Dataset entries
=-=-=-=-=
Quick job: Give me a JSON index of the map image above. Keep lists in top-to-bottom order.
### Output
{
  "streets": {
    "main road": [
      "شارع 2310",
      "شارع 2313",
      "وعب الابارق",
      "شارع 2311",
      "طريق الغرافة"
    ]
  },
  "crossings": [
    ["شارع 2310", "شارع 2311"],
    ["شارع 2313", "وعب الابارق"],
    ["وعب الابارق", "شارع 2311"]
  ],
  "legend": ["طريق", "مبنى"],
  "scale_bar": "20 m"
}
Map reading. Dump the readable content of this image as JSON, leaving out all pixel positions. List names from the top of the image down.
=-=-=-=-=
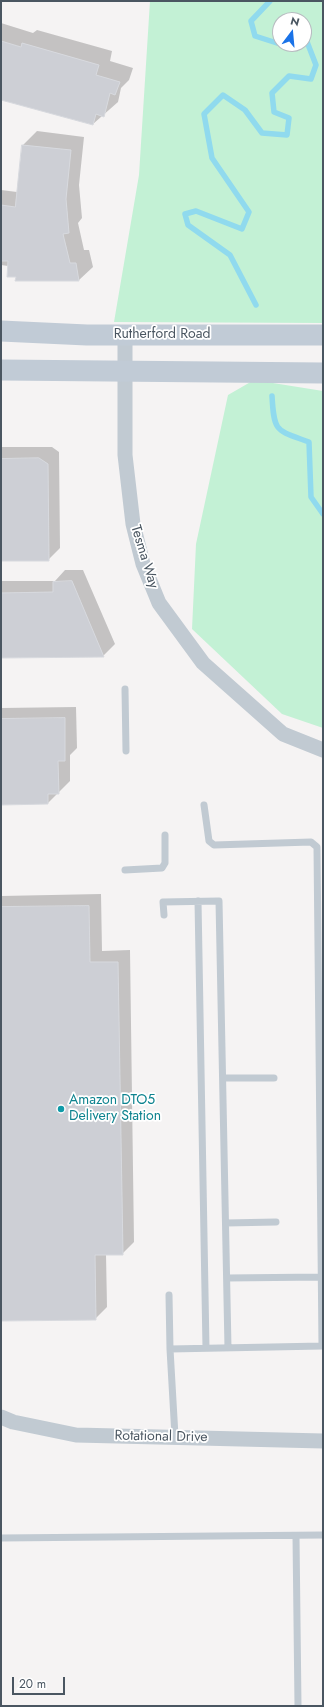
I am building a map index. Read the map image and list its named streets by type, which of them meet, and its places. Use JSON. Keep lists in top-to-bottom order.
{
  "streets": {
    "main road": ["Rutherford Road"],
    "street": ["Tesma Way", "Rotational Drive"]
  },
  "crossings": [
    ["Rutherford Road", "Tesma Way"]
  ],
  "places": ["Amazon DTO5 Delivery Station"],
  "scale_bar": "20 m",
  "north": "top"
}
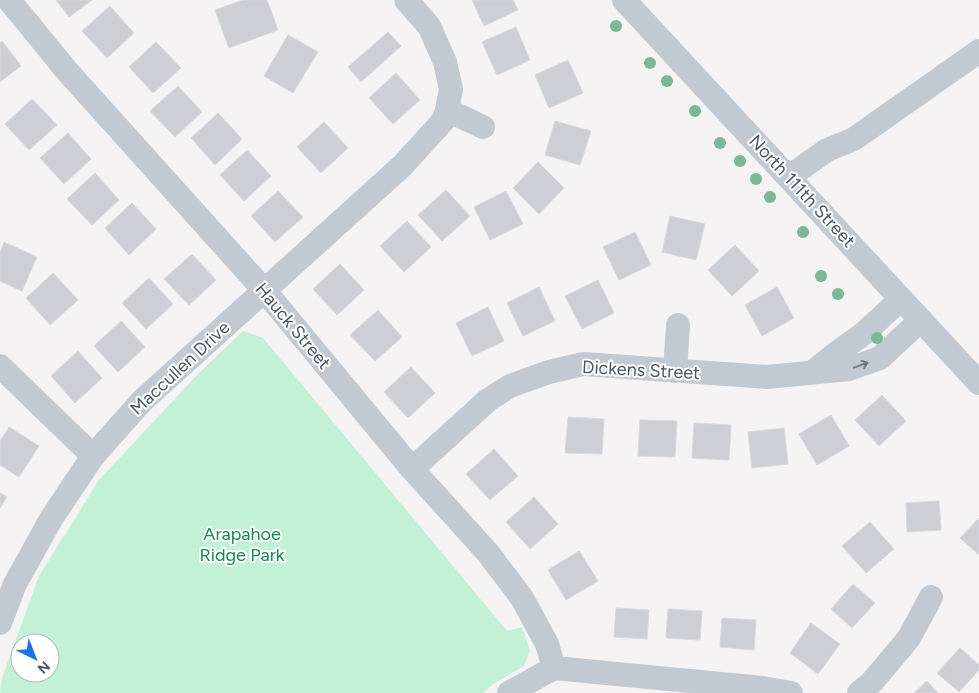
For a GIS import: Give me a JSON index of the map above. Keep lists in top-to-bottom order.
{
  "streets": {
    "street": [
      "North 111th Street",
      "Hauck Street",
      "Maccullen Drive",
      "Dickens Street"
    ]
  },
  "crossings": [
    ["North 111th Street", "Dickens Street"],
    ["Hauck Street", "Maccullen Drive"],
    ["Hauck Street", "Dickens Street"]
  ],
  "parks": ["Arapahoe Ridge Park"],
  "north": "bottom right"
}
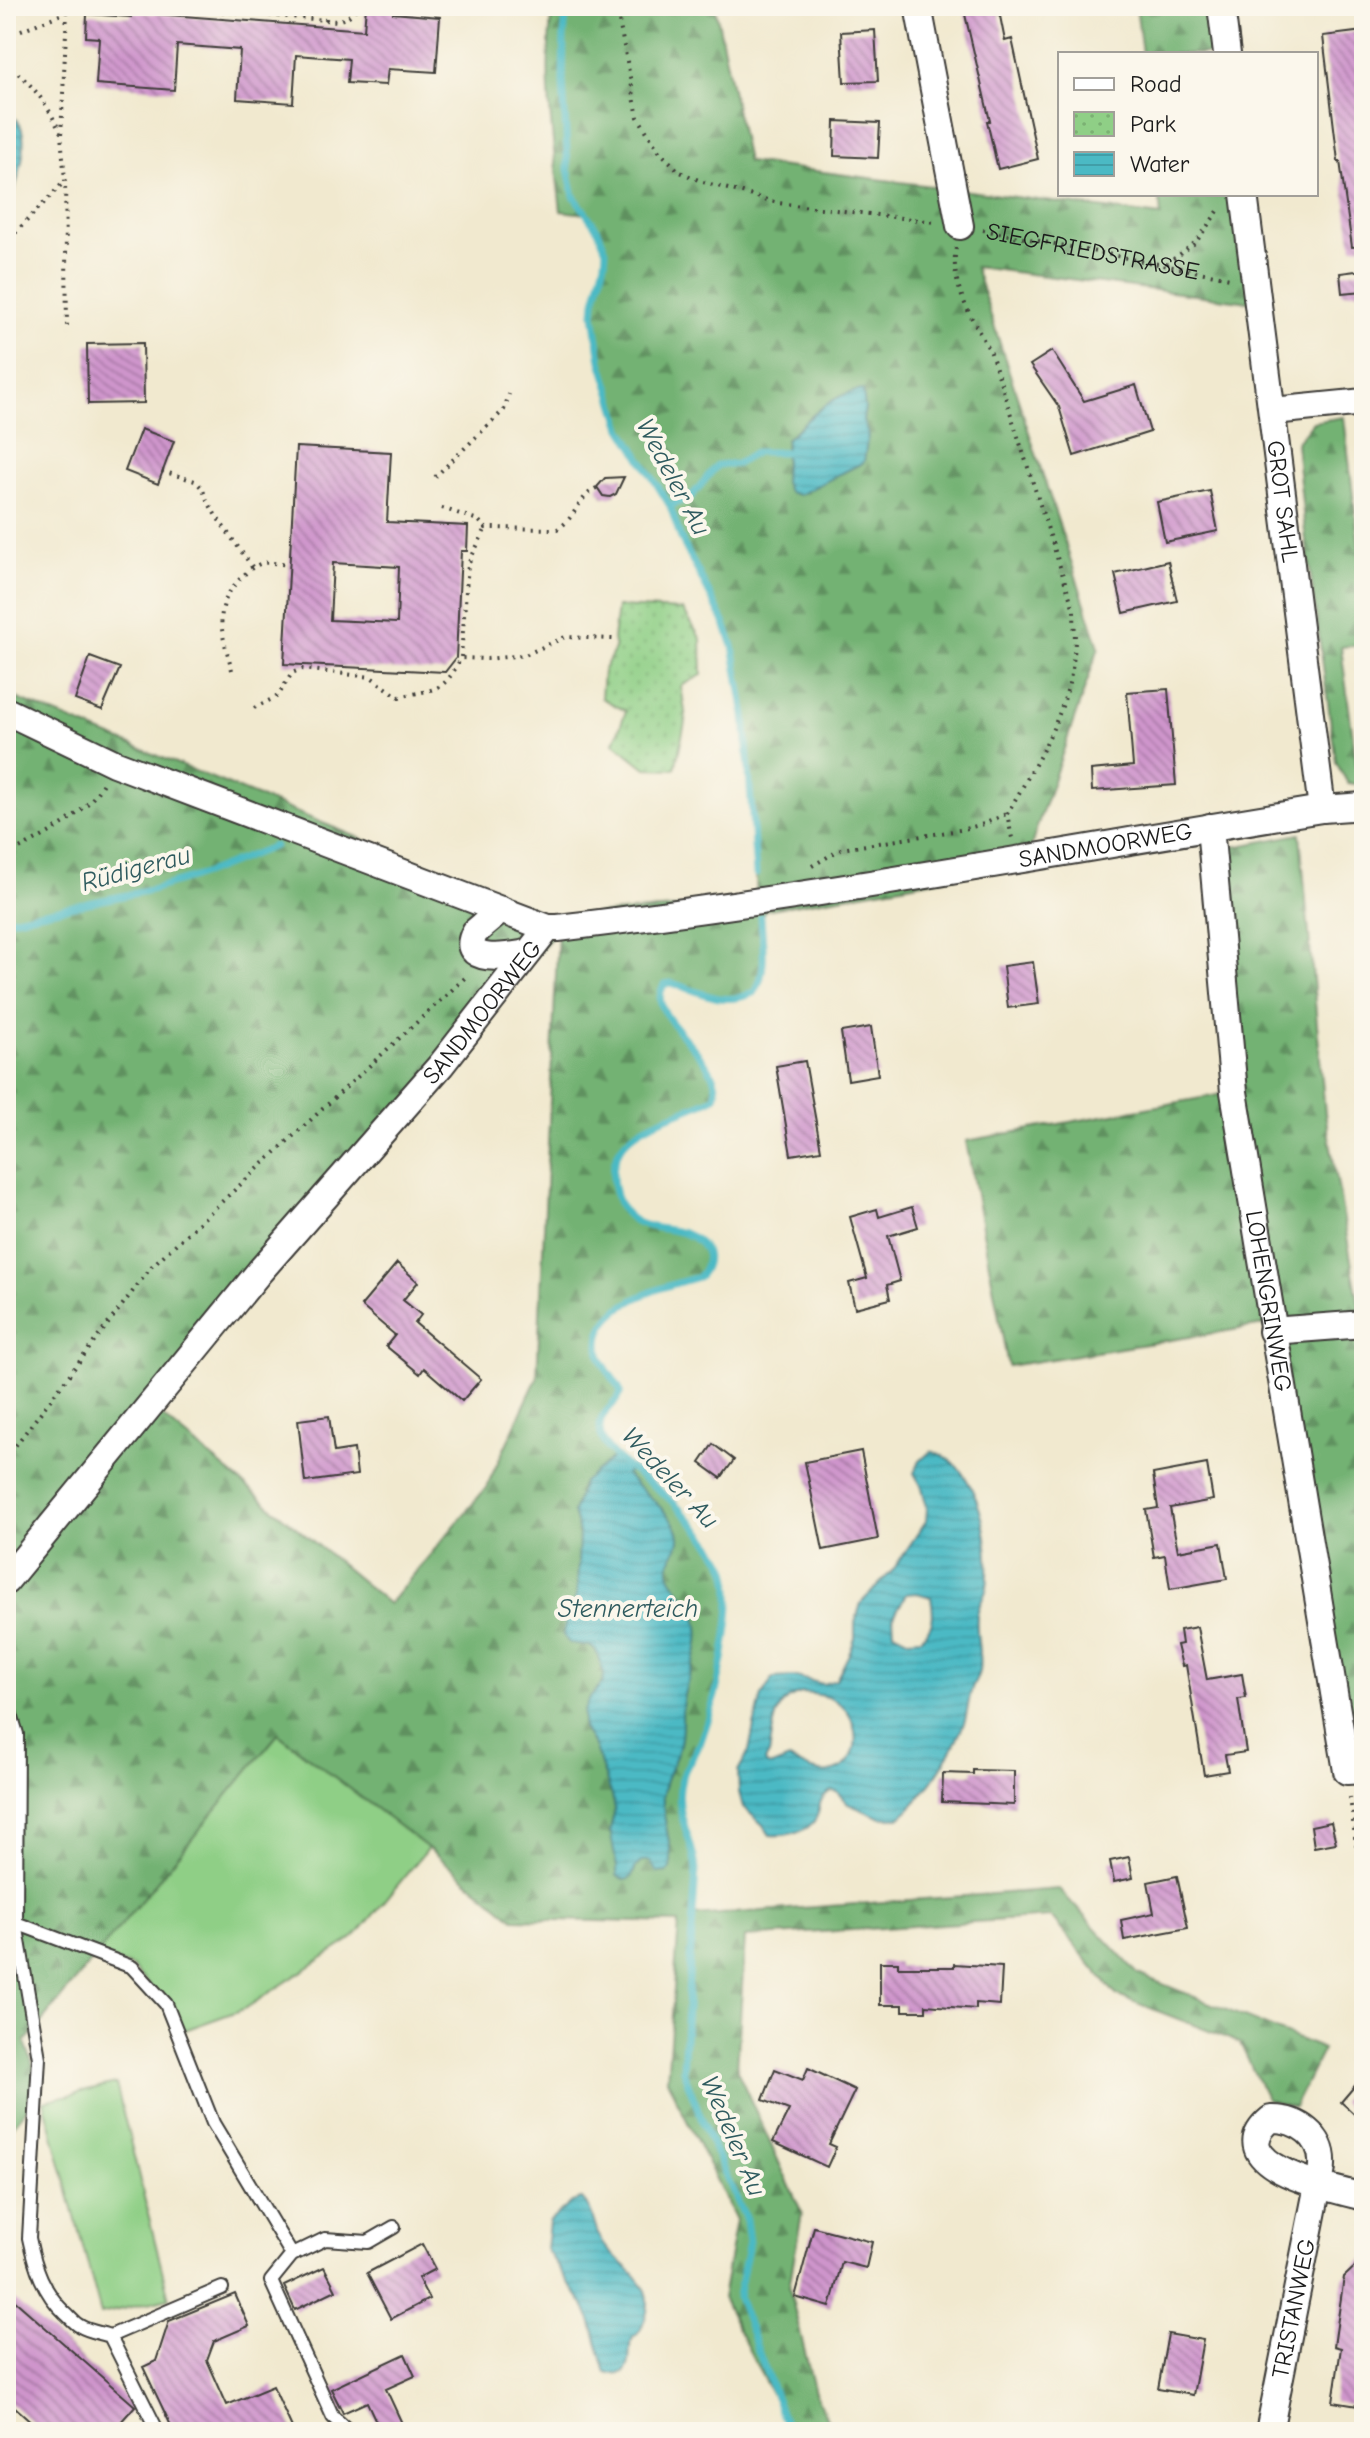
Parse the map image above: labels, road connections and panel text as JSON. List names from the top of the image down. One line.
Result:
=-=-=-=-=
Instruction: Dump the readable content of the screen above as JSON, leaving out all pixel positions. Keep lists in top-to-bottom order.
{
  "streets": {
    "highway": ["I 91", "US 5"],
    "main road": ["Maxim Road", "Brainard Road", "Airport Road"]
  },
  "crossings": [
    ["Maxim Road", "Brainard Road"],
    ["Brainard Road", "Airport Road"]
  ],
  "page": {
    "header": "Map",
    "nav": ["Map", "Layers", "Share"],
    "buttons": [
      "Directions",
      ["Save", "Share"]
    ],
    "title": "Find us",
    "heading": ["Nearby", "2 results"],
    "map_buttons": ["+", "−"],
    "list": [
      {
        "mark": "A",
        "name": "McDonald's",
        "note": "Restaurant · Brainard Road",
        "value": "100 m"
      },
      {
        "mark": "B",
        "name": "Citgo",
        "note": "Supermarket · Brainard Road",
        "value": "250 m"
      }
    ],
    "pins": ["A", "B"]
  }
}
=-=-=-=-=
Exercise instructions - The reply should consist solely of the lines above from the one that has "Quick job: Give" through the one that has "Map reading. Dump", reproduced exactly.

Exercise solution -
Quick job: Give me a JSON index of the map image above. Keep lists in top-to-bottom order.
### Output
{
  "streets": {
    "main road": [
      "شارع 2310",
      "شارع 2313",
      "وعب الابارق",
      "شارع 2311",
      "طريق الغرافة"
    ]
  },
  "crossings": [
    ["شارع 2310", "شارع 2311"],
    ["شارع 2313", "وعب الابارق"],
    ["وعب الابارق", "شارع 2311"]
  ],
  "legend": ["طريق", "مبنى"],
  "scale_bar": "20 m"
}
Map reading. Dump the readable content of this image as JSON, leaving out all pixel positions. List names from the top of the image down.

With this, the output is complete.